Stored data entries:
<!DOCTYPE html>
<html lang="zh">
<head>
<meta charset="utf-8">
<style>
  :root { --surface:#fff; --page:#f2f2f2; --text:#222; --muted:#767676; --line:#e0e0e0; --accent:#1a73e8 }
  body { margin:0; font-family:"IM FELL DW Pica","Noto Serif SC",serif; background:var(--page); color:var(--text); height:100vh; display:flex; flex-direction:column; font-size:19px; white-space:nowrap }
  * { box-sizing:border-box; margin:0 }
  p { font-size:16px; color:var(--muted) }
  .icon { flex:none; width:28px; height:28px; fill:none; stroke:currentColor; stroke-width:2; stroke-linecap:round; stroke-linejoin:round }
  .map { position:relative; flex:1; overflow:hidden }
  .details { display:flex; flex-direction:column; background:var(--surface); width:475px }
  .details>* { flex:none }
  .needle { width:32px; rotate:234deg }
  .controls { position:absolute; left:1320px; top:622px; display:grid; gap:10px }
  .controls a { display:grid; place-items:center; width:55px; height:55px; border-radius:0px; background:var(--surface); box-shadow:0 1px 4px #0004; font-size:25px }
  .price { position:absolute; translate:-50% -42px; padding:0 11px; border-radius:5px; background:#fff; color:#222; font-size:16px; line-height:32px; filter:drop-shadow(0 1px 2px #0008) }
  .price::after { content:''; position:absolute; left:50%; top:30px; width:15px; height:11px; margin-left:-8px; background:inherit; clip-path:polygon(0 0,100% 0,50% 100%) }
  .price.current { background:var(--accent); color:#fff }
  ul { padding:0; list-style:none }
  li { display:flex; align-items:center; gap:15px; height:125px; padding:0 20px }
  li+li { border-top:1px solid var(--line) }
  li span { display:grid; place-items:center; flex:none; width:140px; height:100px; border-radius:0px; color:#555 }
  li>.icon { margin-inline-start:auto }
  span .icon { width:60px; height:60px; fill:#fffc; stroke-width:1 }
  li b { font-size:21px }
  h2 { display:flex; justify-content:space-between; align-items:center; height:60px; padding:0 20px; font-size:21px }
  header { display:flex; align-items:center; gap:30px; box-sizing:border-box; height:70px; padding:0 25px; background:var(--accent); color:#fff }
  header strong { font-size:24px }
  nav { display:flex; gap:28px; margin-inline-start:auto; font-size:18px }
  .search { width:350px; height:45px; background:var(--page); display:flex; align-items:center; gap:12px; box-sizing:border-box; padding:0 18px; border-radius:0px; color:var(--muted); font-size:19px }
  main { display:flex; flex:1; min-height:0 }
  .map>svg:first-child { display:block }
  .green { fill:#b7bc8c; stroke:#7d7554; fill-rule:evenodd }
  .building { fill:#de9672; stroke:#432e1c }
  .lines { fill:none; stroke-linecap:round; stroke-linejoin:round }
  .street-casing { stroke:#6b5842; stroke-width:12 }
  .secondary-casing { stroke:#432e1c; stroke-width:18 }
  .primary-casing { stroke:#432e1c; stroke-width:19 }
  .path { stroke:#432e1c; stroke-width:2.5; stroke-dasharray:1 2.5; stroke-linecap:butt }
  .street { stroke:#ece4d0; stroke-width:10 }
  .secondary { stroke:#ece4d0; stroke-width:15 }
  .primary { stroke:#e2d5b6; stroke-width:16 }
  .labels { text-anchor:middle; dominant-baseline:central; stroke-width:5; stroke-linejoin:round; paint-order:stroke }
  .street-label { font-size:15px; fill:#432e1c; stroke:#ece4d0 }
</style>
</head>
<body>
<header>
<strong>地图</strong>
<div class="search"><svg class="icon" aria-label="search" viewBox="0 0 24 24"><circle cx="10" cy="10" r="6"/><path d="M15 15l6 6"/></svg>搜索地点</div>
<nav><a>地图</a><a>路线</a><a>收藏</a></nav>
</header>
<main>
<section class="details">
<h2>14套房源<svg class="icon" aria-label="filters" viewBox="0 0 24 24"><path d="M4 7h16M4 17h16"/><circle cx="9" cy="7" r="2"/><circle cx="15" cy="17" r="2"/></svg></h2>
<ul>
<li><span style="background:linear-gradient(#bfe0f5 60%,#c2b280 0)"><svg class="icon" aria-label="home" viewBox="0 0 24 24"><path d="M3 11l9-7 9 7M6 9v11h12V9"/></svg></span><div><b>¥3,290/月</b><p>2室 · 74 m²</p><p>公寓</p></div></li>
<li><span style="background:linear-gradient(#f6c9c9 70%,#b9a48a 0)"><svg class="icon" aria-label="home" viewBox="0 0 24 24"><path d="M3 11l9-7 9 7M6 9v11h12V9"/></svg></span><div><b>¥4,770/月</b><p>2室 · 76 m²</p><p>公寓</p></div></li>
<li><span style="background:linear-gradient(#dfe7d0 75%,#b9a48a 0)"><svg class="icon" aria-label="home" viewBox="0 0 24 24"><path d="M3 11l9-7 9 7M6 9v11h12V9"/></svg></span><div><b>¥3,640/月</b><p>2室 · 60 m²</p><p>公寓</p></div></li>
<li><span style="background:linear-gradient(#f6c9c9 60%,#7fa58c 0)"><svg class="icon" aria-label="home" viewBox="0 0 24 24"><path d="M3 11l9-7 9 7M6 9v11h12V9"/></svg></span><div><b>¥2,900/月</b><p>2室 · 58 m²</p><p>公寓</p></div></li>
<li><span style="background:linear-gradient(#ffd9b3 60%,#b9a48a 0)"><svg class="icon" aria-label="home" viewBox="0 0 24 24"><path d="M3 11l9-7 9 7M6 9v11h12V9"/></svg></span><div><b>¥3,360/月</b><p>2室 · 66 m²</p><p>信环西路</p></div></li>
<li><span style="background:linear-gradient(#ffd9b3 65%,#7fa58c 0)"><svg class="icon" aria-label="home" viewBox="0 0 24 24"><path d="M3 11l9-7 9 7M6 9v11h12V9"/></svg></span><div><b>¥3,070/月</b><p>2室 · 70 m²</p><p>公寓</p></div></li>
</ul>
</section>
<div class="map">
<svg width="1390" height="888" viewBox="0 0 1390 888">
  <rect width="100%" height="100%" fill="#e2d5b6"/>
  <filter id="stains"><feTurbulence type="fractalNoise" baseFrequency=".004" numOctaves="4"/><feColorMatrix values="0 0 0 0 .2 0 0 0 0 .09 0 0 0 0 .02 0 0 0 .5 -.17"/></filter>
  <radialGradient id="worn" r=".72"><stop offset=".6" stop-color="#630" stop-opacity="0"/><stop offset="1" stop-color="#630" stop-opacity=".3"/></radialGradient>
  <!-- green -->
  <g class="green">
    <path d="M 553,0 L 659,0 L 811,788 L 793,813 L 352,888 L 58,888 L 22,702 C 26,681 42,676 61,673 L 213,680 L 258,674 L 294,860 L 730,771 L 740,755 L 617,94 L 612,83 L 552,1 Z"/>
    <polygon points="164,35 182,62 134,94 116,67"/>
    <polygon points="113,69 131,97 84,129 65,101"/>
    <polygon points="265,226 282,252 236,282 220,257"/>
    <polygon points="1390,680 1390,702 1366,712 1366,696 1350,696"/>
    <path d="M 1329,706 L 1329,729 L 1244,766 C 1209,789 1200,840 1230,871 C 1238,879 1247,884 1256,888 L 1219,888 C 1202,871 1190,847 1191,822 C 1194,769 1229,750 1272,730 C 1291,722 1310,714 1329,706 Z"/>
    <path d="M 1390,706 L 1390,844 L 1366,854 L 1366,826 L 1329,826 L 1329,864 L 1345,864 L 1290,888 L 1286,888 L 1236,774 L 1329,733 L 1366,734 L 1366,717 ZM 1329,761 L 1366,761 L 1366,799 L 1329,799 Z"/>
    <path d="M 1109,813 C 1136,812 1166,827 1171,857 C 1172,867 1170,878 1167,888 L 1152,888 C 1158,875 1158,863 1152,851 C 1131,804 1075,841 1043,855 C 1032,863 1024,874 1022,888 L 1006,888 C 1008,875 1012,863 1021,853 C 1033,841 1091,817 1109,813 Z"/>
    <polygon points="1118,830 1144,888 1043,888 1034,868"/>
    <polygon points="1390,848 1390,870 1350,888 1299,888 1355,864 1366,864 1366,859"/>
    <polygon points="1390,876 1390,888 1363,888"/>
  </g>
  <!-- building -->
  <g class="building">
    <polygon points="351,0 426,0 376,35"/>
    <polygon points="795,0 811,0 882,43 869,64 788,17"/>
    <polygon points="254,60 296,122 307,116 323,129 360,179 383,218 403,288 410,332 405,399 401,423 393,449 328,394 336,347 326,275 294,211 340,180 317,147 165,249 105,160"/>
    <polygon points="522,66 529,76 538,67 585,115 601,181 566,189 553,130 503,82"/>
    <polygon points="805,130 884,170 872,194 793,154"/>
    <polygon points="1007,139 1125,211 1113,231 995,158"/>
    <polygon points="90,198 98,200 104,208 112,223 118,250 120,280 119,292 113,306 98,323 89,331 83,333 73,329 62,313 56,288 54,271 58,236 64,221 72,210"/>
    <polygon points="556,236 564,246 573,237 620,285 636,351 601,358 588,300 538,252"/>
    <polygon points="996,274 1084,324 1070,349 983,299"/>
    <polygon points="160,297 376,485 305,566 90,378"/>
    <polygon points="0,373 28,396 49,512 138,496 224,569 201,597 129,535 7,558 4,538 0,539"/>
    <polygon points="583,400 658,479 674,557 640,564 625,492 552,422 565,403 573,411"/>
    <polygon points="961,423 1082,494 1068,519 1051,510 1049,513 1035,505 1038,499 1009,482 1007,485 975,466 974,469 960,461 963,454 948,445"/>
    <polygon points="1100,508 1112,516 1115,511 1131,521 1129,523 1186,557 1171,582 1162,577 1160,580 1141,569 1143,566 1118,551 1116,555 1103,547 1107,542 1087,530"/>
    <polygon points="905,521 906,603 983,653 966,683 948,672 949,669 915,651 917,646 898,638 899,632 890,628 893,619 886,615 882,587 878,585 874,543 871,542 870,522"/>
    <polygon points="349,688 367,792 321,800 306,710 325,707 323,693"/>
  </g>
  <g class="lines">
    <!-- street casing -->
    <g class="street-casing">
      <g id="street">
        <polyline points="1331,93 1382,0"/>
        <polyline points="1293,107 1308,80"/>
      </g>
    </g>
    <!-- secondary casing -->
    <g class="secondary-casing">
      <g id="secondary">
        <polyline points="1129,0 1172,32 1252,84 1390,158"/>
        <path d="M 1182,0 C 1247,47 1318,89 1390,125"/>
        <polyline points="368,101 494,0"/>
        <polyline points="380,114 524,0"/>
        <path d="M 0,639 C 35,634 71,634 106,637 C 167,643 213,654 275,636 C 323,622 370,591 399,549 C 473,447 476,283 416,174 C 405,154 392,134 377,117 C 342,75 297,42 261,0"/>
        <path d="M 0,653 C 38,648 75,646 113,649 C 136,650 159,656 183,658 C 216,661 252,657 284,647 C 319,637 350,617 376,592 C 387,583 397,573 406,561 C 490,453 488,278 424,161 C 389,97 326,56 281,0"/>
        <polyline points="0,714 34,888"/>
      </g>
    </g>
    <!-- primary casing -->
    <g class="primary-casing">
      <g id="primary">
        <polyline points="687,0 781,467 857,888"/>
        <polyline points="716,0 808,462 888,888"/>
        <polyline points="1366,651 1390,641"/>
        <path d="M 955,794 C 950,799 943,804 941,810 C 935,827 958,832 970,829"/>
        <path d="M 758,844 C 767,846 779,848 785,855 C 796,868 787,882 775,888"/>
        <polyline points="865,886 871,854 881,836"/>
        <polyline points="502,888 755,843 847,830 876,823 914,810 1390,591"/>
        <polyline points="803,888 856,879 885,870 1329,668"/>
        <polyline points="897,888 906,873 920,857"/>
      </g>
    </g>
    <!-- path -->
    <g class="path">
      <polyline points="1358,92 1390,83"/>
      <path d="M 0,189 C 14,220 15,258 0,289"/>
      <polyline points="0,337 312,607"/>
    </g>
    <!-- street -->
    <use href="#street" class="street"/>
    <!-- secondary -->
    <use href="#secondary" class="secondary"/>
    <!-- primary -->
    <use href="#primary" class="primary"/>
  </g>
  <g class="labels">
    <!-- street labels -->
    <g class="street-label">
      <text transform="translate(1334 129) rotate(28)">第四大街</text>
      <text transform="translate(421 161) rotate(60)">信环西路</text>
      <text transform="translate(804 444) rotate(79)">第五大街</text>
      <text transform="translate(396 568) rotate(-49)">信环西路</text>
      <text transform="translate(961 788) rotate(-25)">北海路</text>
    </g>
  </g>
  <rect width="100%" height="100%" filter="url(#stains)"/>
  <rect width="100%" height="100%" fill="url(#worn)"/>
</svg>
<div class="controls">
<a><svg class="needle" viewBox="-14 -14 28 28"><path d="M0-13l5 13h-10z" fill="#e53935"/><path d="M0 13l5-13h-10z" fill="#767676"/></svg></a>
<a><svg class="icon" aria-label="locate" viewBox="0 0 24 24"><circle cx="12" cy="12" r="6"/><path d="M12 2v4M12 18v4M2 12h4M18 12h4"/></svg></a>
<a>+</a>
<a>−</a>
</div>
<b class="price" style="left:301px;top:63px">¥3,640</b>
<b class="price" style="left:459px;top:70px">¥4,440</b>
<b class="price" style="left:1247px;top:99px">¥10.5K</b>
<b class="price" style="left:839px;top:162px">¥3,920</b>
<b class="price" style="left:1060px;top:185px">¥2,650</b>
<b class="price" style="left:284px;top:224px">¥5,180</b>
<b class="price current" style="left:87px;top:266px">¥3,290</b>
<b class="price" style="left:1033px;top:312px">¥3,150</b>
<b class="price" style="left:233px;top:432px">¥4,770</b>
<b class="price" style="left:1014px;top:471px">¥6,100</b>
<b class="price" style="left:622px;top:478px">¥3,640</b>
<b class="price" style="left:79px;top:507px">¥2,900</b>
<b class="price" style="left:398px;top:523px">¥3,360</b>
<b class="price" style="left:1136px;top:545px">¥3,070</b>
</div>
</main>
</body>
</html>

Exercise requirements:
Output each line of the records above exactly, beginning at the first, and stop once the line containing "flex:none; width:28px; height:28px;" has been output.

Written answer:
<!DOCTYPE html>
<html lang="zh">
<head>
<meta charset="utf-8">
<style>
  :root { --surface:#fff; --page:#f2f2f2; --text:#222; --muted:#767676; --line:#e0e0e0; --accent:#1a73e8 }
  body { margin:0; font-family:"IM FELL DW Pica","Noto Serif SC",serif; background:var(--page); color:var(--text); height:100vh; display:flex; flex-direction:column; font-size:19px; white-space:nowrap }
  * { box-sizing:border-box; margin:0 }
  p { font-size:16px; color:var(--muted) }
  .icon { flex:none; width:28px; height:28px; fill:none; stroke:currentColor; stroke-width:2; stroke-linecap:round; stroke-linejoin:round }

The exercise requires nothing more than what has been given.